Before that all goes down, however it goes down, I want to take a moment to once again thank Douglas Imbrogno, who had the vision to create The Gazz and the foolishness to hire me to blog for it. I also want to thank Amy Robinson, who was a wonderful editor and who made sure that my efforts were always mentioned in print. Thanks go out to Bill Lynch, a fellow Gazz blogger back in the day and the person who wrote a great profile of me on the occasion of PopCult’s tenth anniversary. That was, I believe, the last time that PopCult got mentioned in print.
It’s times like this that make me sorry that I already used “Interesting Times” as a headline for The PopCulteer.
And that is this week’s PopCulteer. Check back for our regular features…for now…and come to the Capitol Theater Friday to watch Rubber Soul tackle over 200 Beatlesongs with a little help from their friends. I’ll be there for the whole thing, attempting to record it for later broadcast on The AIR.

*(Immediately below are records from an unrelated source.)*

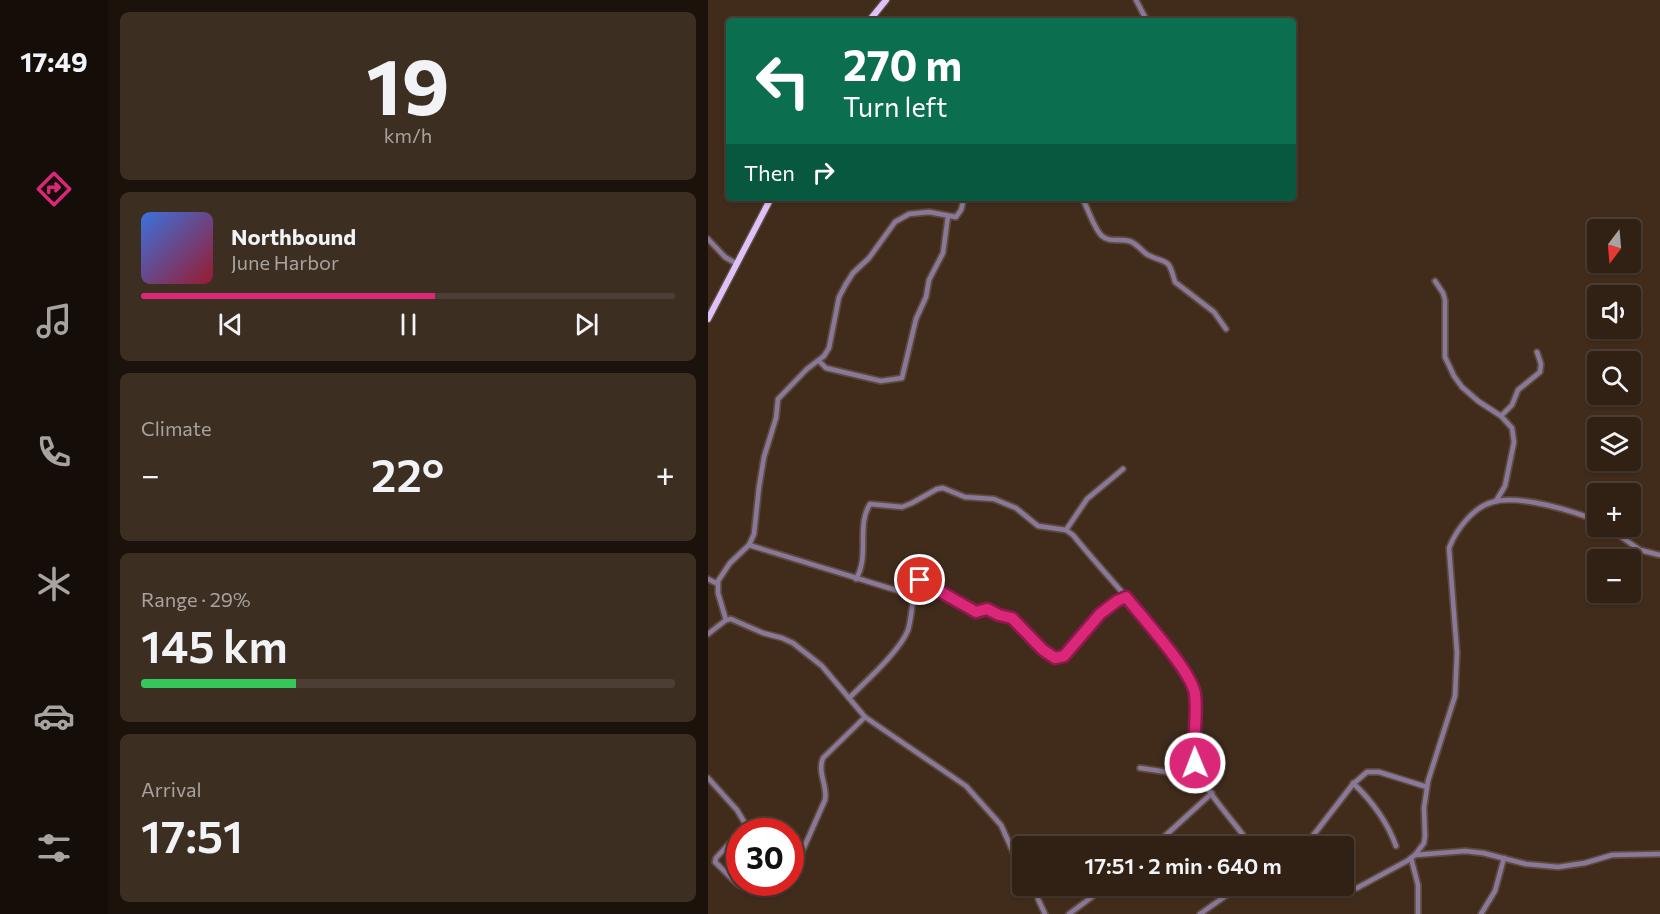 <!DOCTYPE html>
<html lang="en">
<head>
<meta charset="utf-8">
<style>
	body { margin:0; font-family:Commissioner,sans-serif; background:#3d2e22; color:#f1f3f6; height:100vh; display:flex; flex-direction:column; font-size:22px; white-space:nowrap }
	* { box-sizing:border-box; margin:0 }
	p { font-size:20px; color:#a8a3a0 }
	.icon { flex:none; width:33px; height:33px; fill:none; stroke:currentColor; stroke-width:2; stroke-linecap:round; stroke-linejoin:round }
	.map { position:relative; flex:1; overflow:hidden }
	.drawer { display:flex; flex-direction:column; gap:12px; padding:12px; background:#1b120c; width:600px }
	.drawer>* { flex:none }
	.banner { position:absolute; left:18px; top:18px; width:570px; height:183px; border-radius:6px; box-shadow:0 2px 4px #0004,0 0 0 2px #4c3e34; background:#0b6e4f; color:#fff; overflow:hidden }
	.needle { width:39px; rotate:196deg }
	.fabs { position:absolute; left:879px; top:219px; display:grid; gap:12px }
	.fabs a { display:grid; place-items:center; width:54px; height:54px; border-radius:6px; background:#312115; box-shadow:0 2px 4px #0004,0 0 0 2px #4c3e34; font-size:30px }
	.speed { position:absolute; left:18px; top:818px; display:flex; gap:12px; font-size:30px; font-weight:700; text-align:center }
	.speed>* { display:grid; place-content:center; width:78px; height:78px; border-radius:50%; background:#312115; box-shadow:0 2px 4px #0004,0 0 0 2px #4c3e34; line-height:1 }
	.speed .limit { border:9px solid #d22; background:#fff; color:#111 }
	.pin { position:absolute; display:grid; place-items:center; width:51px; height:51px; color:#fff; margin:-26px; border:3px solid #fff; border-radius:50%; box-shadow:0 2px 6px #0007 }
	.me { position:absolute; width:66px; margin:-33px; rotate:359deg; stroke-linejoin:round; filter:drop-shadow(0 0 4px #0008) }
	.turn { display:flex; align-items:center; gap:21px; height:126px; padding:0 18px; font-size:27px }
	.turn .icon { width:78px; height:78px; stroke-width:2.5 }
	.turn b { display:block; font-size:42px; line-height:51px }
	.then { display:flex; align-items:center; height:57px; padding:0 18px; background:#0003; gap:12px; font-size:22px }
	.big { font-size:45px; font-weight:600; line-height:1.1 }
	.drawer .widget { flex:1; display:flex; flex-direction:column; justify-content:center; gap:9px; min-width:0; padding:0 21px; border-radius:9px; background:#3d2e22 }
	.drawer .dial { align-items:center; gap:0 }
	.dial b { font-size:78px; line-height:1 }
	.song { display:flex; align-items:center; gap:18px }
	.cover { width:72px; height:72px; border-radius:9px; background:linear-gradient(135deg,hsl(220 70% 55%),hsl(350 70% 35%)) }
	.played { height:6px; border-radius:3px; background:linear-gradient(90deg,#db2777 55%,#4c3e34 55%) }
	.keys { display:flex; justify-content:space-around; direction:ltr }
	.heat { display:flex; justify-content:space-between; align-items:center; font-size:33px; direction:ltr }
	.charge { height:9px; border-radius:4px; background:linear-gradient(90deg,#34c759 29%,#4c3e34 0) }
	.trip { position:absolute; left:304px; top:836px; width:342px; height:60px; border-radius:6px; background:#312115; box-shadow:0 2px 4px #0004,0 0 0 2px #4c3e34; font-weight:600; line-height:60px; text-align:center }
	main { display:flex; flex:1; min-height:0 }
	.dock { display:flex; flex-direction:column; width:108px; justify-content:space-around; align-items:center; background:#140d08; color:#a8a3a0 }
	.dock .icon { width:42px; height:42px }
	.dock .active { color:#db2777 }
	.dock b { font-size:27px; color:#f1f3f6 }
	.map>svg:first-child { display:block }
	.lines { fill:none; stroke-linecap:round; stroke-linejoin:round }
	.minor-casing { stroke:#5e4a3b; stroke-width:8 }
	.major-casing { stroke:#5e4a3b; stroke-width:9 }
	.minor { stroke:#8a789b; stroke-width:4.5 }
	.major { stroke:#dfc1fa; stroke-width:6 }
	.route-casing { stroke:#8e194d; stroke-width:15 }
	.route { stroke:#db2777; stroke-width:10 }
</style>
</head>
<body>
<main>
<nav class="dock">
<b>17:49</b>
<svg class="icon active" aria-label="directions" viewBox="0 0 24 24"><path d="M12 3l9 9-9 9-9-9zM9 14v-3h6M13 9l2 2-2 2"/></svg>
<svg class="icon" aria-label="music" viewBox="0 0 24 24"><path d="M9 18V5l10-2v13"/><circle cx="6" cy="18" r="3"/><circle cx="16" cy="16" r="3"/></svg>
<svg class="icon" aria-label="phone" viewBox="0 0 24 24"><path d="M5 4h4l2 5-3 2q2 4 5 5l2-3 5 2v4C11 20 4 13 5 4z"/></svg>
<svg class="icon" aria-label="climate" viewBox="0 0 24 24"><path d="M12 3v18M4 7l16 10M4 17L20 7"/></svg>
<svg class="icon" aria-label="car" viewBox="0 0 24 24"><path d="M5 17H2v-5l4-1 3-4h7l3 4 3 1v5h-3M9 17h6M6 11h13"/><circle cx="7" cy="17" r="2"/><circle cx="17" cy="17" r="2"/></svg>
<svg class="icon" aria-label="filters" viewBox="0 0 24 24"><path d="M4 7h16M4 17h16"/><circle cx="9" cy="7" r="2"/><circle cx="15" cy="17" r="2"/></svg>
</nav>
<section class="drawer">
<div class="widget dial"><b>19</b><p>km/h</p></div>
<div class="widget">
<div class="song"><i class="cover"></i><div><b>Northbound</b><p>June Harbor</p></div></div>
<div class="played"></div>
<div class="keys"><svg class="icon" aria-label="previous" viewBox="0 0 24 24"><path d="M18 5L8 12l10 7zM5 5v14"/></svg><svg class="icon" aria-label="pause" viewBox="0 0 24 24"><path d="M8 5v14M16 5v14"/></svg><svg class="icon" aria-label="next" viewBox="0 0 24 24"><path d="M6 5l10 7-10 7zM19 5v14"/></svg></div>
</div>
<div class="widget"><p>Climate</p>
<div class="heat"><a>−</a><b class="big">22°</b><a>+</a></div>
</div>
<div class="widget"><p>Range · 29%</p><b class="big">145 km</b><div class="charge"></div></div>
<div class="widget"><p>Arrival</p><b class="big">17:51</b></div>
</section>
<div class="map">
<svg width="952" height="914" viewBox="0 0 952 914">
	<rect width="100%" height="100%" fill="#412c1c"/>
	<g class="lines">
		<defs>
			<g id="minor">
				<path d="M428,0L439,21"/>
				<path d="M374,198C380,208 386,229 394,236C402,243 411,238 421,241C429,243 433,251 440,255C461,265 460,257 467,282L506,312L518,329"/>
				<path d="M0,239L17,257L29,264"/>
				<path d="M727,281L735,293L737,300V357L746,376L754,387L770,401L793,416L804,428L806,442L797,486L788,501"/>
				<path d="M111,361L118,368L173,381L194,378L208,319L218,297L221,280L235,253L240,216"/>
				<path d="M793,416L804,405L810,390L832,372L833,364L829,352"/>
				<path d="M898,526L932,550L952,555"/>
				<path d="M358,530L379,499L415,469"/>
				<path d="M41,545L207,596"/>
				<path d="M0,579L10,584"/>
				<path d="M148,579C162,556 148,526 162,504L194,507L204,503L229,489L235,488L257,497L286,499L308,508L330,526L358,530L365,535C404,583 450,628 483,681C496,701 481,739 487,763C493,788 528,823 543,846"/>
				<path d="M18,620L10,593V581L22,563L41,545L46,534L51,487L56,457L68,418L70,399L99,369L116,356L121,348L131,297L138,284L145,273L161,258L187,222L201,214L221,212L248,217L253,210L256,198"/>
				<path d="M0,634L18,620L23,619L55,633L74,638L85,643L114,666L157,717L258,786L293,825L306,854L315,864"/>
				<path d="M141,698C157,682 192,651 200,630C205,614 203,593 212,580L268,612L279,609L291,615L304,618L335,650L347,658L356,655L392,614L409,601L418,597"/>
				<path d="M432,768L466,773L488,765"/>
				<path d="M0,778L29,810L38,825L48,831"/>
				<path d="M645,783C664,801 679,821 688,846"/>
				<path d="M32,832L8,858L7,862C27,880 36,901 64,882"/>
				<path d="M446,846L504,793"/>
				<path d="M597,846L645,784L659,772H671L719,787"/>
				<path d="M707,855L757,851L775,853L818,864L850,867L877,863L904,855L952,854"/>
				<path d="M703,858L710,885V914"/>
				<path d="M82,868L94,852L117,800C120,786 109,773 115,758L157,717"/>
				<path d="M329,885L330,899L337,914"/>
				<path d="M605,885L633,889L649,888L699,861L707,855L716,843L717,836L716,808L720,781L747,696L749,653L741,548C748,530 765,507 785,502C810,494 865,511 890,521"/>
				<path d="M361,914L400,885"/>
				<path d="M492,914L533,885"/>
				<path d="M773,914L787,891L796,858"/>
			</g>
			<g id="major">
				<path d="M161,21L178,0"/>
				<path d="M0,319L63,198"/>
			</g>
		</defs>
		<!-- minor casing -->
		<use href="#minor" class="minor-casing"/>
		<!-- major casing -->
		<use href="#major" class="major-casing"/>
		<!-- minor -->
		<use href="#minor" class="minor"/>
		<!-- major -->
		<use href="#major" class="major"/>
	</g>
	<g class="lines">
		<defs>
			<path id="route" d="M212,580L268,612L279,609L291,615L304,618L335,650L347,658L356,656L392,614L409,601L418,597C434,617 484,672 487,694C490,717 484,740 487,763"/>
		</defs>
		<!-- route casing -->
		<use href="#route" class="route-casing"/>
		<!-- route -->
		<use href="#route" class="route"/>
	</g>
</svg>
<div class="fabs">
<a><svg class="needle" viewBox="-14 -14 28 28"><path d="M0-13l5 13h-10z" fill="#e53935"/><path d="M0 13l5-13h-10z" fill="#a8a3a0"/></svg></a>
<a><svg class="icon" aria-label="sound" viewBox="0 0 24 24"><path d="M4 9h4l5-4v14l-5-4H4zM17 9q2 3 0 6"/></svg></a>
<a><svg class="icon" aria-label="search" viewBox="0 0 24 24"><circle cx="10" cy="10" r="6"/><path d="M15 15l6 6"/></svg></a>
<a><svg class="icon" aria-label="layers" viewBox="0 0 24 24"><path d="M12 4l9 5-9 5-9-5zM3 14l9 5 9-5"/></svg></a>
<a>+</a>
<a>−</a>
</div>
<div class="speed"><div class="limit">30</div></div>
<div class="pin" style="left:212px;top:580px;background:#d93025"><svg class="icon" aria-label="arrive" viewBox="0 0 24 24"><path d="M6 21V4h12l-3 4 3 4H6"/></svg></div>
<svg class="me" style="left:487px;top:763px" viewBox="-20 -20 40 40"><circle r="17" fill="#db2777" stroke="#fff" stroke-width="3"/><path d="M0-11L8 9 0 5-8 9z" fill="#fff"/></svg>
<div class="trip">17:51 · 2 min · 640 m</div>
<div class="banner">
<div class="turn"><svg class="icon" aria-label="left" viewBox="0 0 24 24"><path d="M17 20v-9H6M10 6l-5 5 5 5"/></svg><div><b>270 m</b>Turn left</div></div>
<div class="then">Then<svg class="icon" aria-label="right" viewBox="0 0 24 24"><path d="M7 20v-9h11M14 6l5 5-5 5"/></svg></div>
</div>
</div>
</main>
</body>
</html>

Before there was “Gazz,” there was “Beat.” They even invited local residents to create new designs for the word “Beat” every week, and I’m proud to say that I had one. But that was back in the 1990s, and I’d be hard-pressed to find a copy.
In any case, I’m very sorry about all the travails at the Charleston Newspapers. I knew it wasn’t a good sign when they did away with the Monday print edition, and I say that as someone who has had a daily newspaper delivered to my doorstep all my adult life. I can only hope that the investigative journalism continues, and that our political leaders are continued to be held accountable.
We were advertisers during the Gazz days and had hopes it would grow to the multimedia platform the paper needed to survive the tsunami we all saw coming for print media. Thank you Rudy for your dedication – a true bright spot in Charleston! My heart goes out to my many friends on paper’s staff who now face these challenges and to the community who has grown to depend on an independent paper.